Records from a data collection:
════════════════
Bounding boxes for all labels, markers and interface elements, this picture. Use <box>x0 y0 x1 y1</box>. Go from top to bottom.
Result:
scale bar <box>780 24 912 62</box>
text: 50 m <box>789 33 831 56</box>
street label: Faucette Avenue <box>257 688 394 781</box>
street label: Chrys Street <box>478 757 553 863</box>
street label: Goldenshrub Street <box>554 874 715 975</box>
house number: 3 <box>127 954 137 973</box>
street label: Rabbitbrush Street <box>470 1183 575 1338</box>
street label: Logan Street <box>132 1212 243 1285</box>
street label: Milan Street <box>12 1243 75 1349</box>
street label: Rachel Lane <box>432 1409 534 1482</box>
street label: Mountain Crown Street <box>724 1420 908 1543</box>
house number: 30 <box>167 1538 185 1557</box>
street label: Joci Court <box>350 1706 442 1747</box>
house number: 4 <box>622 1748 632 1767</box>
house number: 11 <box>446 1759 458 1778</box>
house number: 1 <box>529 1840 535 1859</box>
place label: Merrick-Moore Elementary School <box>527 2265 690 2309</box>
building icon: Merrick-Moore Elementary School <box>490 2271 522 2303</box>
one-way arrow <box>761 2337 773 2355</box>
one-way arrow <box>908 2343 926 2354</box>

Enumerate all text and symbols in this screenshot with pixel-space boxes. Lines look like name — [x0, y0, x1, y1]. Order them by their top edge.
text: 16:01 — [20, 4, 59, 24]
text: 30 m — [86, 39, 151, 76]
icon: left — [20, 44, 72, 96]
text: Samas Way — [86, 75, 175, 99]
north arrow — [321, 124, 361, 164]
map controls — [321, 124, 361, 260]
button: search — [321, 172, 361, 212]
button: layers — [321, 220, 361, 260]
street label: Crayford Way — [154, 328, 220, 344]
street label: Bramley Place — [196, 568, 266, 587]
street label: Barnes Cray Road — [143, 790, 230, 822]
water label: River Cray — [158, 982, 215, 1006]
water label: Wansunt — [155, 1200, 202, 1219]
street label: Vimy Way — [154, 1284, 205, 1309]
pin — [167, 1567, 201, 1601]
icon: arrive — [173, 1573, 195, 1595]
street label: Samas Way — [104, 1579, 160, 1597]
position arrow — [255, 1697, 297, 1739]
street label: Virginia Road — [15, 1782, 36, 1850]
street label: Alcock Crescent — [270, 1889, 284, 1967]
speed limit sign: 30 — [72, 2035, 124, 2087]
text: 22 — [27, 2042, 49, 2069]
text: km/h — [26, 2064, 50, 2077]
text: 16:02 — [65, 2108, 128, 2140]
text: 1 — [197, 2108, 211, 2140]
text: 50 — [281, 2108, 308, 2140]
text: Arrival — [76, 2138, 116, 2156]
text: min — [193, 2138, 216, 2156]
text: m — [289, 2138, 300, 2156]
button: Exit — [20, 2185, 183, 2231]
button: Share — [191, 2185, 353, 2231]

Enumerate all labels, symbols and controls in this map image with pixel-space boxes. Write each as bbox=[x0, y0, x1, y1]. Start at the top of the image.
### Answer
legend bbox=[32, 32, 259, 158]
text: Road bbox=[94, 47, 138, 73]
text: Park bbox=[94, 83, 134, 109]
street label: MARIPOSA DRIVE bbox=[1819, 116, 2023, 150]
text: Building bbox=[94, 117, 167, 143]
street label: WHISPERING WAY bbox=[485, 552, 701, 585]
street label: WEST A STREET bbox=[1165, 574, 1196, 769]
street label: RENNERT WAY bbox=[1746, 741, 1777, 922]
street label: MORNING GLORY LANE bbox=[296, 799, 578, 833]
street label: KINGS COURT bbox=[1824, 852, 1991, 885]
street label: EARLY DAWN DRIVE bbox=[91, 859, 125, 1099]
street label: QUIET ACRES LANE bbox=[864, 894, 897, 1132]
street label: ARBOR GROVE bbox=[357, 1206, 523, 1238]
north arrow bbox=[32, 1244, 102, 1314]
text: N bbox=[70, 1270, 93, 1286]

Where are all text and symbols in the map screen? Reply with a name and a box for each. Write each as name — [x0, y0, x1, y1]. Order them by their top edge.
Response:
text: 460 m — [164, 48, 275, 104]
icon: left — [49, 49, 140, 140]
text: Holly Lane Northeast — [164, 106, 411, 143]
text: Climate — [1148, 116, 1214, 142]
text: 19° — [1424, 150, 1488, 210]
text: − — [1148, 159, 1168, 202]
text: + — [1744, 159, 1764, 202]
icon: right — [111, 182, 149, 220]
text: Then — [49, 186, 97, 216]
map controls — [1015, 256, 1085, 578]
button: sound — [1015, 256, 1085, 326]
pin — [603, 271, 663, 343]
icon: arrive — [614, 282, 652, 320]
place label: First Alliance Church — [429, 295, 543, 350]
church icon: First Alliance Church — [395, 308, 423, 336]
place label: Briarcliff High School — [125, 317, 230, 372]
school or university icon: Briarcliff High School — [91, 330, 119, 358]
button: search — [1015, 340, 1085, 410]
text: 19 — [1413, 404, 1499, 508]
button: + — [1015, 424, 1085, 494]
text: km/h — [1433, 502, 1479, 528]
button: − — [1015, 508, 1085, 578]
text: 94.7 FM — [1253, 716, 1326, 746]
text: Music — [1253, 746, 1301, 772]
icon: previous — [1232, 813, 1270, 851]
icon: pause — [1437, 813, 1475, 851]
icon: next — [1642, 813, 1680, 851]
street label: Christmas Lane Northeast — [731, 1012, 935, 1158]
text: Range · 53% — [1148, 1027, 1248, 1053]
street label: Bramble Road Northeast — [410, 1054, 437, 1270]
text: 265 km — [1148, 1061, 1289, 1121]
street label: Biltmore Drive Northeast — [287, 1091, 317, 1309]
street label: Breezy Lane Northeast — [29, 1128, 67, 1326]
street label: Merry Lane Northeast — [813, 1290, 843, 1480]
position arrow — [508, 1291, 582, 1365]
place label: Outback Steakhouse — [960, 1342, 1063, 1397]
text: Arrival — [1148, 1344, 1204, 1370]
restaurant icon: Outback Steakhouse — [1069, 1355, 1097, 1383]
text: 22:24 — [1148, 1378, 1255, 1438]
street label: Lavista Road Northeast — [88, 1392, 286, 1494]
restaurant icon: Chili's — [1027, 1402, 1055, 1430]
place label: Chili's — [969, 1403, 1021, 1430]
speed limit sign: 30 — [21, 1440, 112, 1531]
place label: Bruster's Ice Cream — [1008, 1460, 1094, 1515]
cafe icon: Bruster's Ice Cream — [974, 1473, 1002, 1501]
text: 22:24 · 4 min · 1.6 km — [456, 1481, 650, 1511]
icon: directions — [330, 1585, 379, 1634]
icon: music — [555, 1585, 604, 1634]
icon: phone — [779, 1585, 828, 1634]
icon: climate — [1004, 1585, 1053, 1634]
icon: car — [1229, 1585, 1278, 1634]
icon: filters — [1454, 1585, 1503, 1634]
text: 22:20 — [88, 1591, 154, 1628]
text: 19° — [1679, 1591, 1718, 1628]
════════════════
**Brief:** In how many lines of the records does the word "Enumerate" appear? Give the number alone.

**Exercise solution:** 2